Art class adventure
Arc of Butte County co-hosts group exhibit
As a rental hall, the Arc Pavilion is designed to be a blank slate, a huge room to be decorated and transformed into something special for the weddings and other special events that take place there. On a recent weekday visit to the space, I witnessed a transformation of another kind, as students in Arc of Butte County’s art class were busy working on pieces for the upcoming Amazing Land exhibit opening at Chico Art Center (CAC) on Friday (June 2).
Rather than the usual celebratory vibe, there was an aura of benevolence in the hall as I was greeted by curious looks and friendly greetings as the students engaged in various art-related activities. I was there to meet with Alan Carrier, Arc’s art specialist and art class teacher, who is organizing Amazing Land with CAC gallery manager Cameron Kelly and John Stuart Berger of the Short Center North, a Sacramento/Stockton arts-based program that, like Butte County’s Arc, serves people with developmental disabilities.
Carrier, a local artist and Butte College instructor who also manages the community college’s Coyote Gallery, traded friendly gibes with the artists and paused to offer quiet encouragement as we worked our way across the main room. He led me to a back room where some of the pieces for the upcoming exhibit were being stored and prepared, and seeing the amassed artwork stacked amid the hall’s tables and chairs, I realized students in the Arc’s art program are tremendously productive.

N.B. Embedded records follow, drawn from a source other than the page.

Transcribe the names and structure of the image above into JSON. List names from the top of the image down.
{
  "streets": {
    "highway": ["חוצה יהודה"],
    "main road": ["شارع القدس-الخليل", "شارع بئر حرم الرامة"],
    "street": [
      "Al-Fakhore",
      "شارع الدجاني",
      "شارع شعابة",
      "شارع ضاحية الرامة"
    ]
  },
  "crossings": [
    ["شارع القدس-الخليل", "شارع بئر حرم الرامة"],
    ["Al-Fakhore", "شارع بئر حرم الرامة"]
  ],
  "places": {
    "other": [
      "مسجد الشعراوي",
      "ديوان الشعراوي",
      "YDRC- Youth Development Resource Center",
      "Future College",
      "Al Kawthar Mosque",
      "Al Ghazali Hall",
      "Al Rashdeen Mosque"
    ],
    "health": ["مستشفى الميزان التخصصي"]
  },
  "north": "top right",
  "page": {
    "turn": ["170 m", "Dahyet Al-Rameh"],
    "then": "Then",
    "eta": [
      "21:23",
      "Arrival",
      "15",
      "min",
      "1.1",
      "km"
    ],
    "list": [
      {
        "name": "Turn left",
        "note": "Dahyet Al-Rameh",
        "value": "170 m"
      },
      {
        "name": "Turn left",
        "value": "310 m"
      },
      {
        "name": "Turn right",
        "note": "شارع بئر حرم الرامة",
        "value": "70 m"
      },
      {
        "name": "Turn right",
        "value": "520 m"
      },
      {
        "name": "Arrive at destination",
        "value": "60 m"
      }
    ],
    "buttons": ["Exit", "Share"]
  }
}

I saw only a small portion of the art going to the exhibit (works from Short Center North clients will be in the show as well) and was impressed by the level of creativity and enthusiastic self-expression in the lively and inspired collection of works.
The pieces comprise a variety of media—from crayon and colored pencil to tempera and acrylic paintings to 3-D assemblages—and styles ranging from narrative pictorials to completely abstract explorations of color and line.
Christy Yoskowitz’s colored pencil composition of smiling, green-finned yellow and orange fish floating above a table top bedecked with a loaf a bread and a pink pitcher, with a row of semi-abstract orange-beaked bird-heads peering up from below is a whimsically expressionistic work that Paul Klee would certainly approve of.
Lance Sakschewki’s apocalyptic untitled piece is a work of unfettered imagination. A smiling, red-lipped, purple-eyed, yellow sun gazes across a pale blue sky to where black clouds pour ribbons of red, yellow and orange lightning between polka dot stripes of cobalt rain on a witch in purple pants dancing on a pale apricot beach above a school of toothy, bomb-shaped fish. “[It] took about two months to finish,” the artist explained, “Because there is a lot of details that I have to get in there.”
Also involving an incredible amount of detail and color is Allen Bunch’s large colored pencil drawing, “On an Island,” in which the artist depicts a sunset above a palm-tree-festooned island surrounded by a life-filled ocean. Amazing lands, indeed.
Other treasures include Peter Wong’s colorfully abstract depiction of plant motifs; Laurie Vignani’s powerful, abstract, expressionistic black-line compositions; Becky Mains’ Gauguinesque portraiture; and Robbie Bigalow’s calming, detailed formulations of flowing lines of color.
Works from the ongoing art class are also sold in the Arc thrift stores, and according to the Arc website, students often take home prizes for their works at the Butte County Fair. Monies from the sale at the upcoming exhibit will go directly to the artists. And judging from my brief introduction, I’d have to say that Amazing Lands is well worth exploring.